- **Brief**: Set every entry down again, unchanged, picture-free.
─── Supplied material
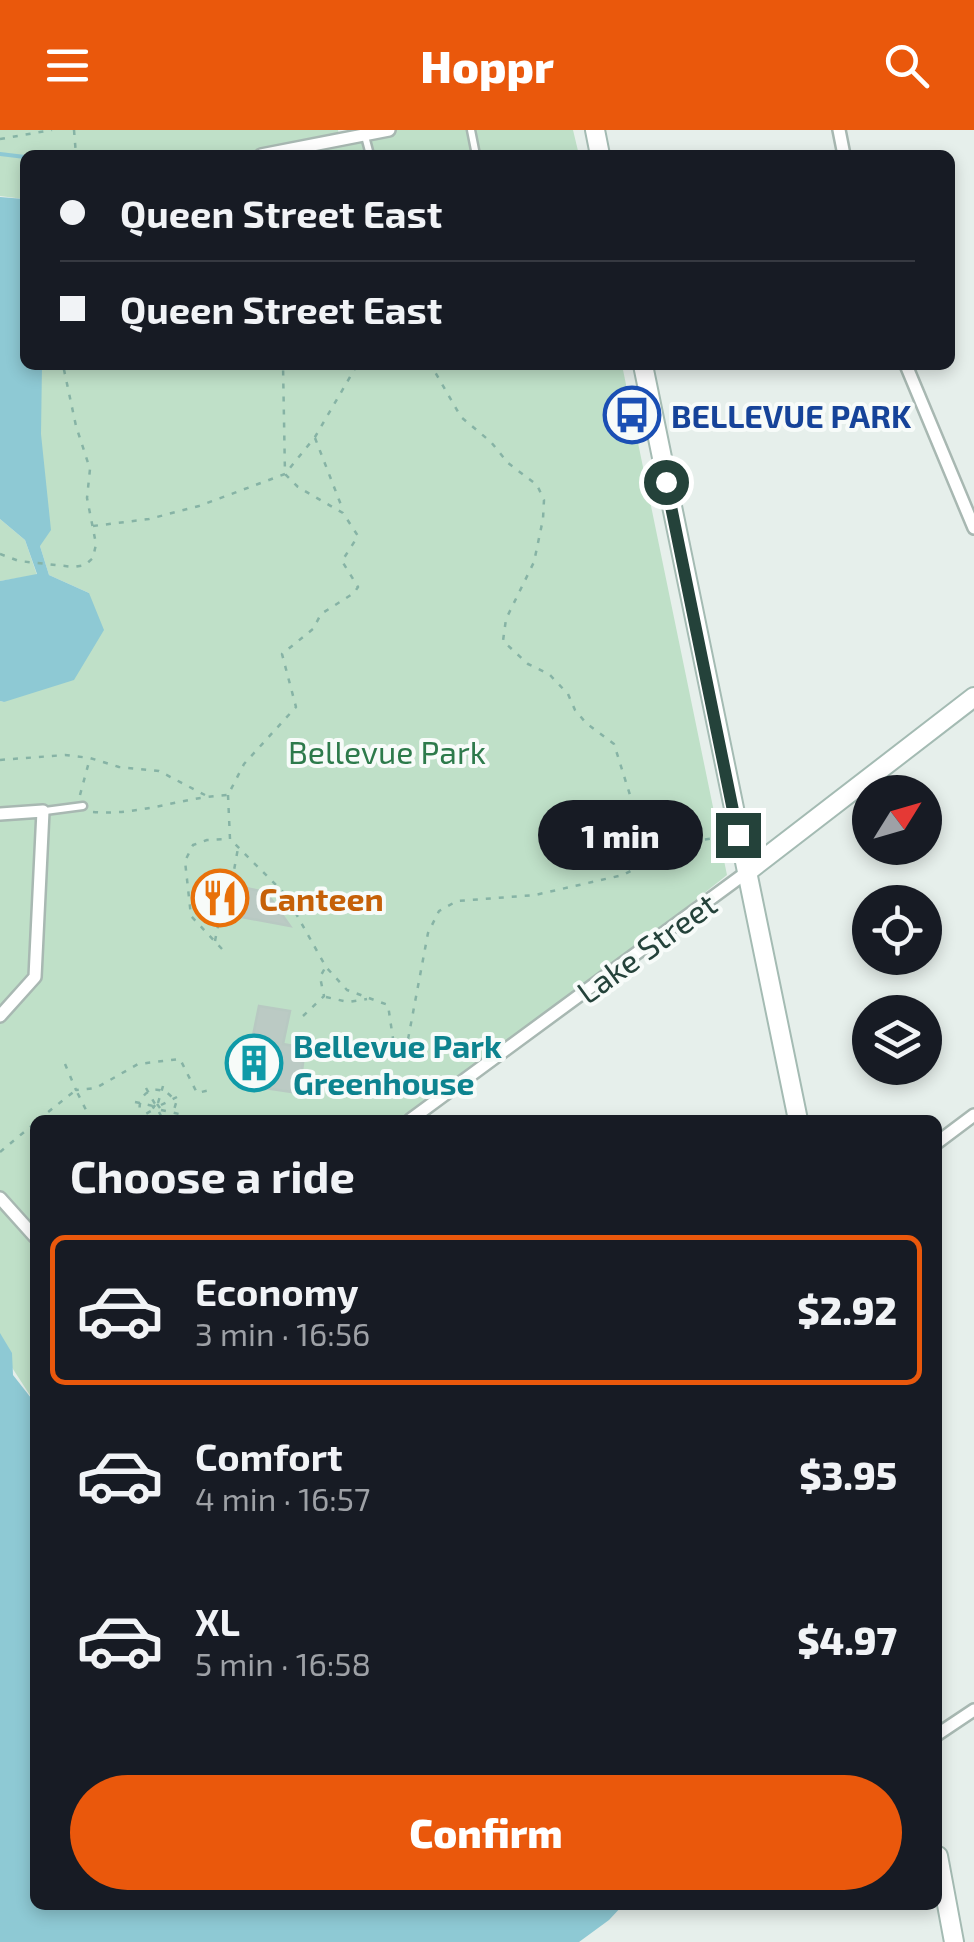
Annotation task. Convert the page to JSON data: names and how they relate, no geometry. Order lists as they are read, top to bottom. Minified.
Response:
{"streets":{"main road":["Lake Street"]},"parks":["Bellevue Park"],"places":{"bus stop":["BELLEVUE PARK"],"restaurant":["Canteen"],"building":["Bellevue Park Greenhouse"]},"north":"top right","page":{"header":"Hoppr","banner":["Queen Street East","Queen Street East"],"bubble":"1 min","heading":"Choose a ride","list":[{"name":"Economy","note":"3 min · 16:56","value":"$2.92"},{"name":"Comfort","note":"4 min · 16:57","value":"$3.95"},{"name":"XL","note":"5 min · 16:58","value":"$4.97"}],"buttons":"Confirm"}}
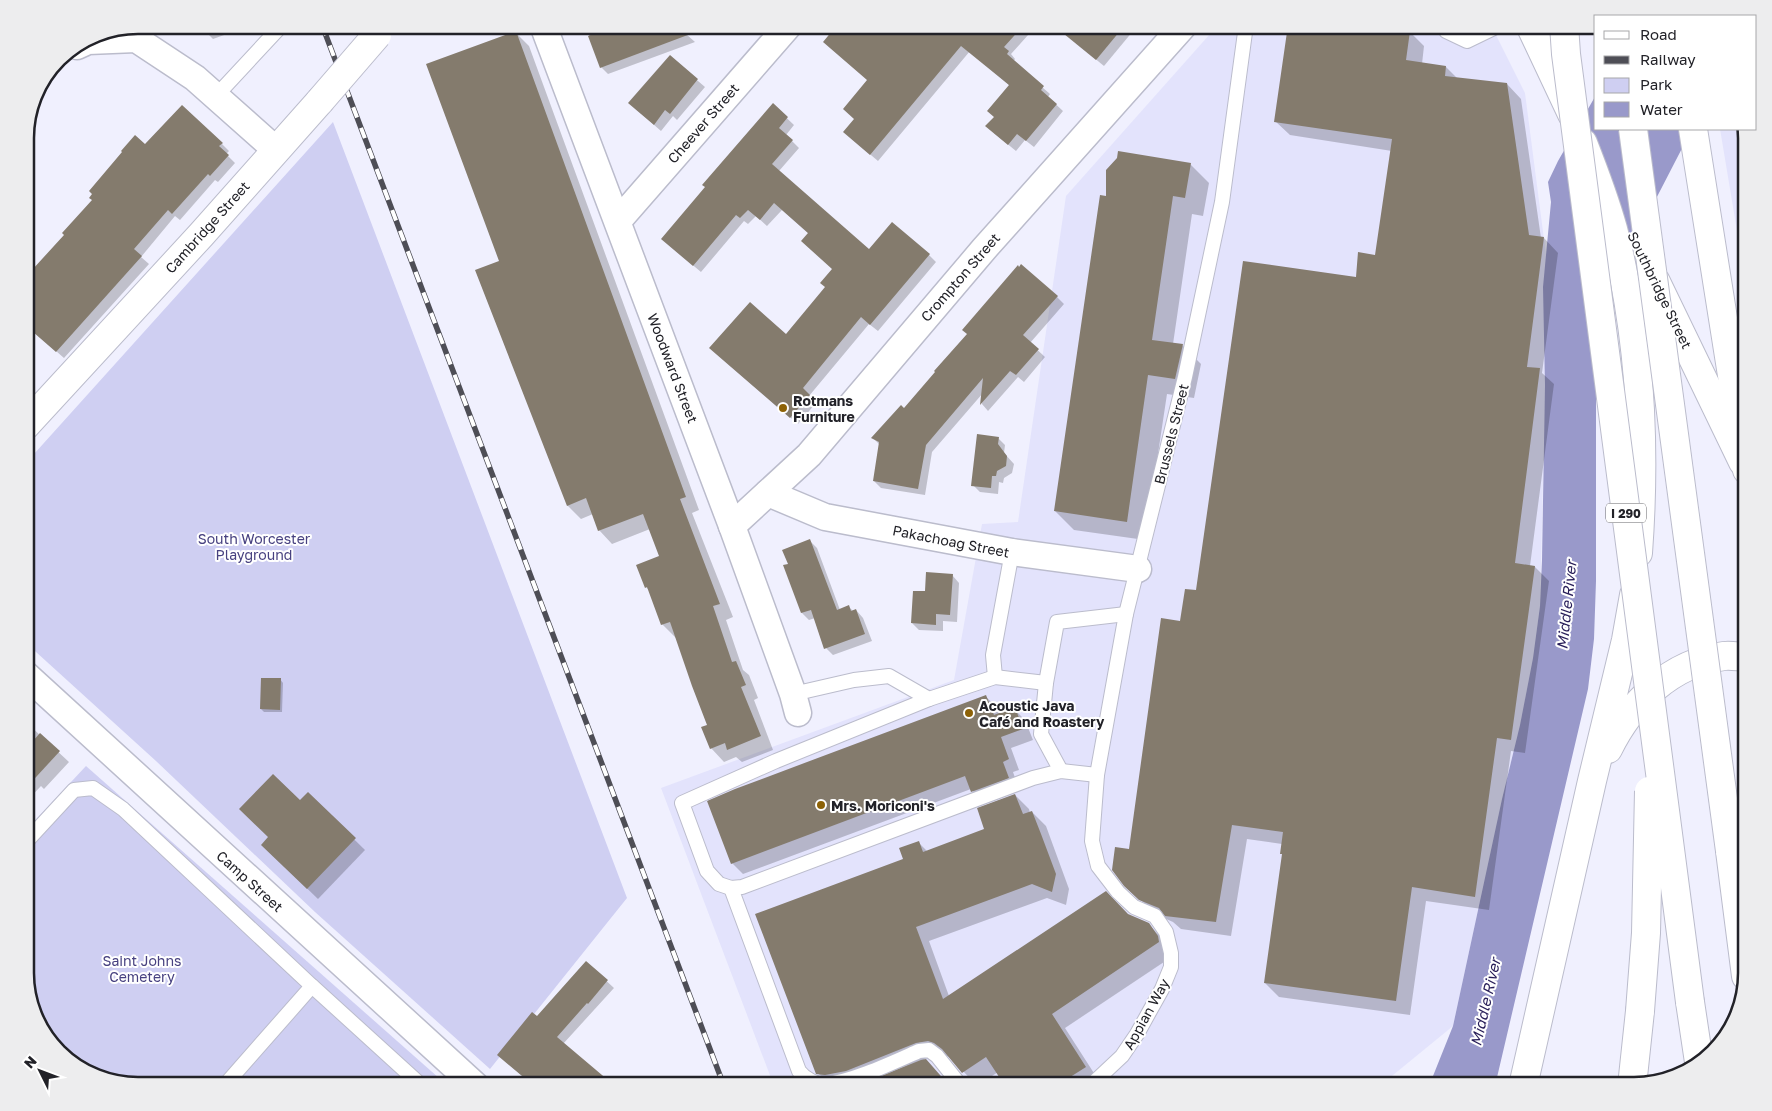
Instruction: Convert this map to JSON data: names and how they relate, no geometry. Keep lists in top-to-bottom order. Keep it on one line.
{"streets":{"main road":["Cambridge Street","Southbridge Street","I 290"],"street":["Cheever Street","Crompton Street","Woodward Street","Pakachoag Street","Camp Street"],"lane":["Brussels Street","Appian Way"]},"crossings":[["Cheever Street","Woodward Street"],["Crompton Street","Woodward Street"],["Crompton Street","Pakachoag Street"],["Brussels Street","Pakachoag Street"],["Brussels Street","Appian Way"]],"water":["Middle River"],"parks":["South Worcester Playground","Saint Johns Cemetery"],"places":["Rotmans Furniture","Acoustic Java Café and Roastery","Mrs. Moriconi's"],"legend":["Road","Railway","Park","Water"],"north":"top left"}
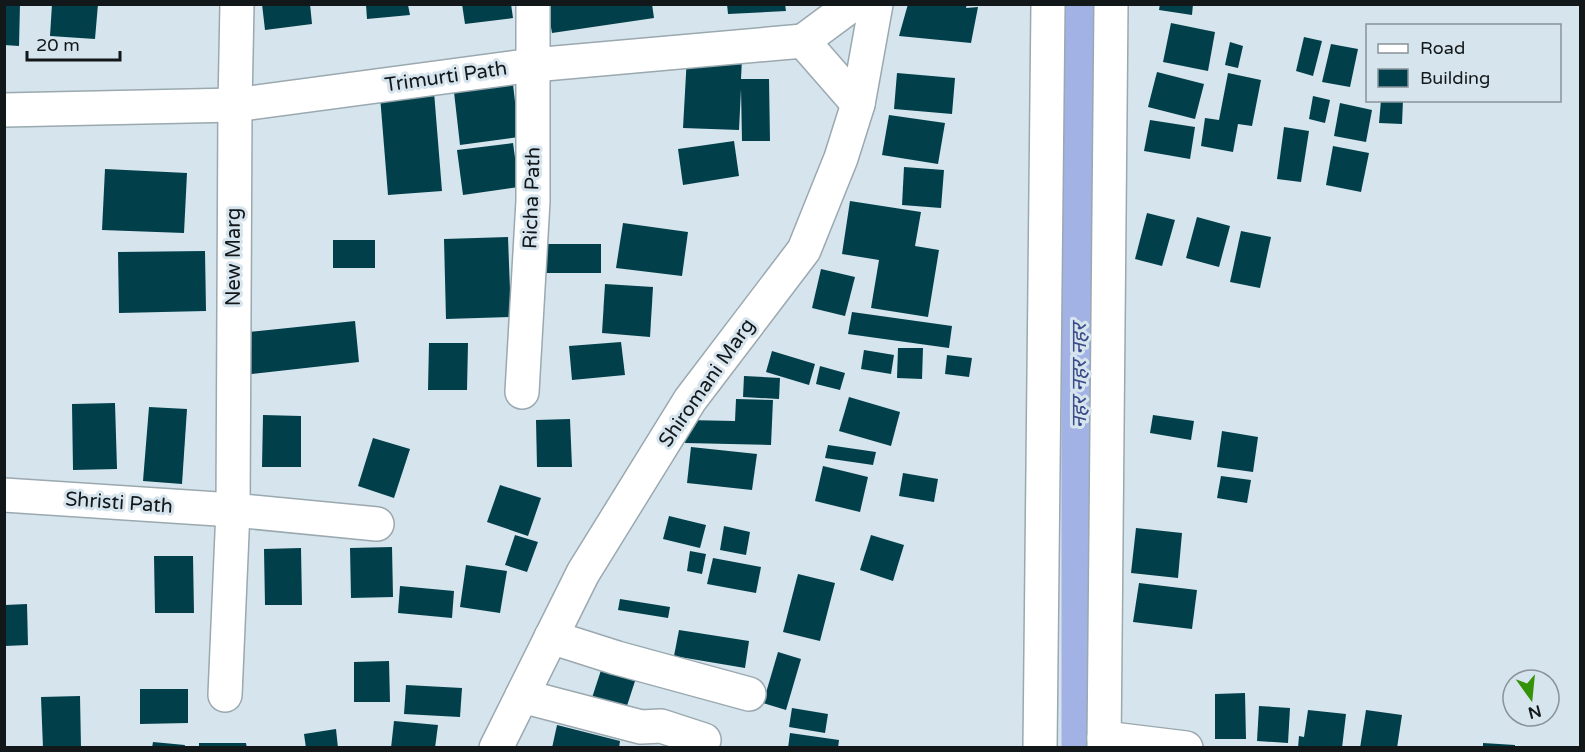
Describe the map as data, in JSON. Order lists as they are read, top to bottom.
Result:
{
  "streets": {
    "street": [
      "Trimurti Path",
      "Richa Path",
      "New Marg",
      "Shiromani Marg",
      "Shristi Path"
    ]
  },
  "crossings": [
    ["Trimurti Path", "Richa Path"],
    ["Trimurti Path", "New Marg"],
    ["New Marg", "Shristi Path"]
  ],
  "water": ["नहर नहर नहर"],
  "legend": ["Road", "Building"],
  "scale_bar": "20 m",
  "north": "bottom"
}
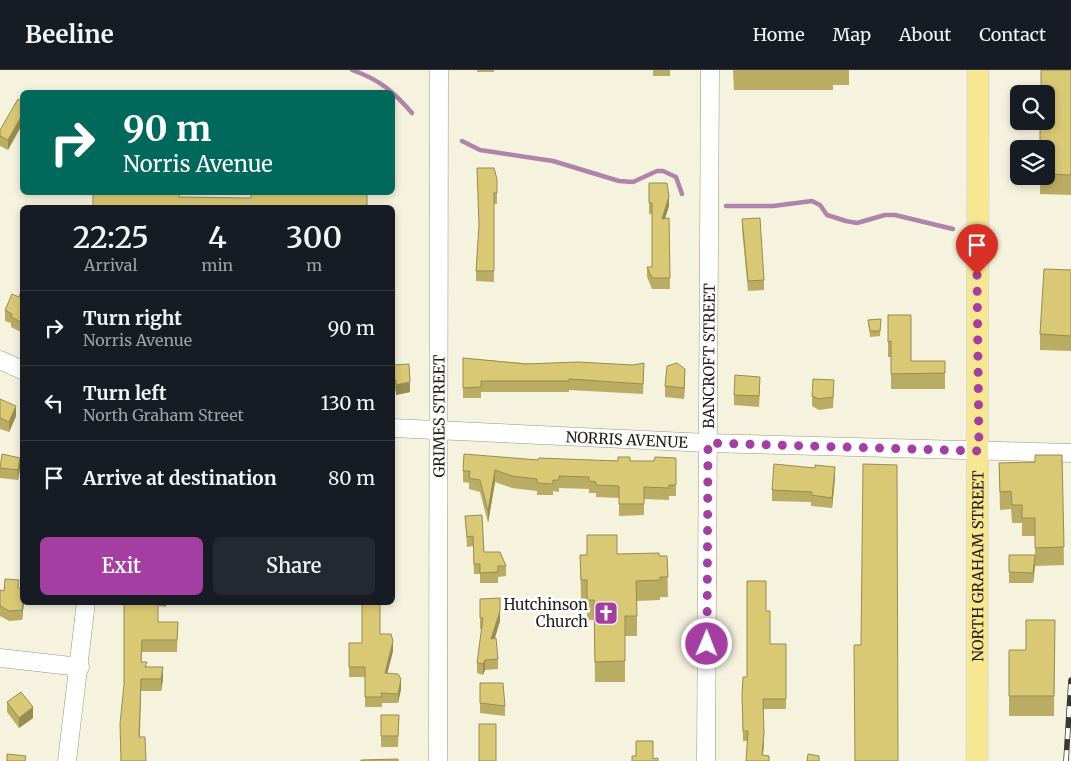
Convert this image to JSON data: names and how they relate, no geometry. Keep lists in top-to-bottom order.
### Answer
{
  "streets": {
    "main road": ["NORTH GRAHAM STREET"],
    "street": ["BANCROFT STREET", "GRIMES STREET", "NORRIS AVENUE"]
  },
  "crossings": [
    ["BANCROFT STREET", "NORRIS AVENUE"],
    ["GRIMES STREET", "NORRIS AVENUE"],
    ["NORRIS AVENUE", "NORTH GRAHAM STREET"]
  ],
  "places": {
    "church": ["Hutchinson Church"]
  },
  "page": {
    "header": "Beeline",
    "nav": [
      "Home",
      "Map",
      "About",
      "Contact"
    ],
    "turn": ["90 m", "Norris Avenue"],
    "eta": [
      "22:25",
      "Arrival",
      "4",
      "min",
      "300",
      "m"
    ],
    "list": [
      {
        "name": "Turn right",
        "note": "Norris Avenue",
        "value": "90 m"
      },
      {
        "name": "Turn left",
        "note": "North Graham Street",
        "value": "130 m"
      },
      {
        "name": "Arrive at destination",
        "value": "80 m"
      }
    ],
    "buttons": ["Exit", "Share"]
  }
}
──────
- **Solved exercise**:
Annotation task. Convert the page to JSON data: names and how they relate, no geometry. Order lists as they are read, top to bottom. Minified.
Response:
{"streets":{"main road":["Lake Street"]},"parks":["Bellevue Park"],"places":{"bus stop":["BELLEVUE PARK"],"restaurant":["Canteen"],"building":["Bellevue Park Greenhouse"]},"north":"top right","page":{"header":"Hoppr","banner":["Queen Street East","Queen Street East"],"bubble":"1 min","heading":"Choose a ride","list":[{"name":"Economy","note":"3 min · 16:56","value":"$2.92"},{"name":"Comfort","note":"4 min · 16:57","value":"$3.95"},{"name":"XL","note":"5 min · 16:58","value":"$4.97"}],"buttons":"Confirm"}}
Instruction: Convert this map to JSON data: names and how they relate, no geometry. Keep lists in top-to-bottom order. Keep it on one line.
{"streets":{"main road":["Cambridge Street","Southbridge Street","I 290"],"street":["Cheever Street","Crompton Street","Woodward Street","Pakachoag Street","Camp Street"],"lane":["Brussels Street","Appian Way"]},"crossings":[["Cheever Street","Woodward Street"],["Crompton Street","Woodward Street"],["Crompton Street","Pakachoag Street"],["Brussels Street","Pakachoag Street"],["Brussels Street","Appian Way"]],"water":["Middle River"],"parks":["South Worcester Playground","Saint Johns Cemetery"],"places":["Rotmans Furniture","Acoustic Java Café and Roastery","Mrs. Moriconi's"],"legend":["Road","Railway","Park","Water"],"north":"top left"}
Describe the map as data, in JSON. Order lists as they are read, top to bottom.
Result:
{
  "streets": {
    "street": [
      "Trimurti Path",
      "Richa Path",
      "New Marg",
      "Shiromani Marg",
      "Shristi Path"
    ]
  },
  "crossings": [
    ["Trimurti Path", "Richa Path"],
    ["Trimurti Path", "New Marg"],
    ["New Marg", "Shristi Path"]
  ],
  "water": ["नहर नहर नहर"],
  "legend": ["Road", "Building"],
  "scale_bar": "20 m",
  "north": "bottom"
}
Convert this image to JSON data: names and how they relate, no geometry. Keep lists in top-to-bottom order.
### Answer
{
  "streets": {
    "main road": ["NORTH GRAHAM STREET"],
    "street": ["BANCROFT STREET", "GRIMES STREET", "NORRIS AVENUE"]
  },
  "crossings": [
    ["BANCROFT STREET", "NORRIS AVENUE"],
    ["GRIMES STREET", "NORRIS AVENUE"],
    ["NORRIS AVENUE", "NORTH GRAHAM STREET"]
  ],
  "places": {
    "church": ["Hutchinson Church"]
  },
  "page": {
    "header": "Beeline",
    "nav": [
      "Home",
      "Map",
      "About",
      "Contact"
    ],
    "turn": ["90 m", "Norris Avenue"],
    "eta": [
      "22:25",
      "Arrival",
      "4",
      "min",
      "300",
      "m"
    ],
    "list": [
      {
        "name": "Turn right",
        "note": "Norris Avenue",
        "value": "90 m"
      },
      {
        "name": "Turn left",
        "note": "North Graham Street",
        "value": "130 m"
      },
      {
        "name": "Arrive at destination",
        "value": "80 m"
      }
    ],
    "buttons": ["Exit", "Share"]
  }
}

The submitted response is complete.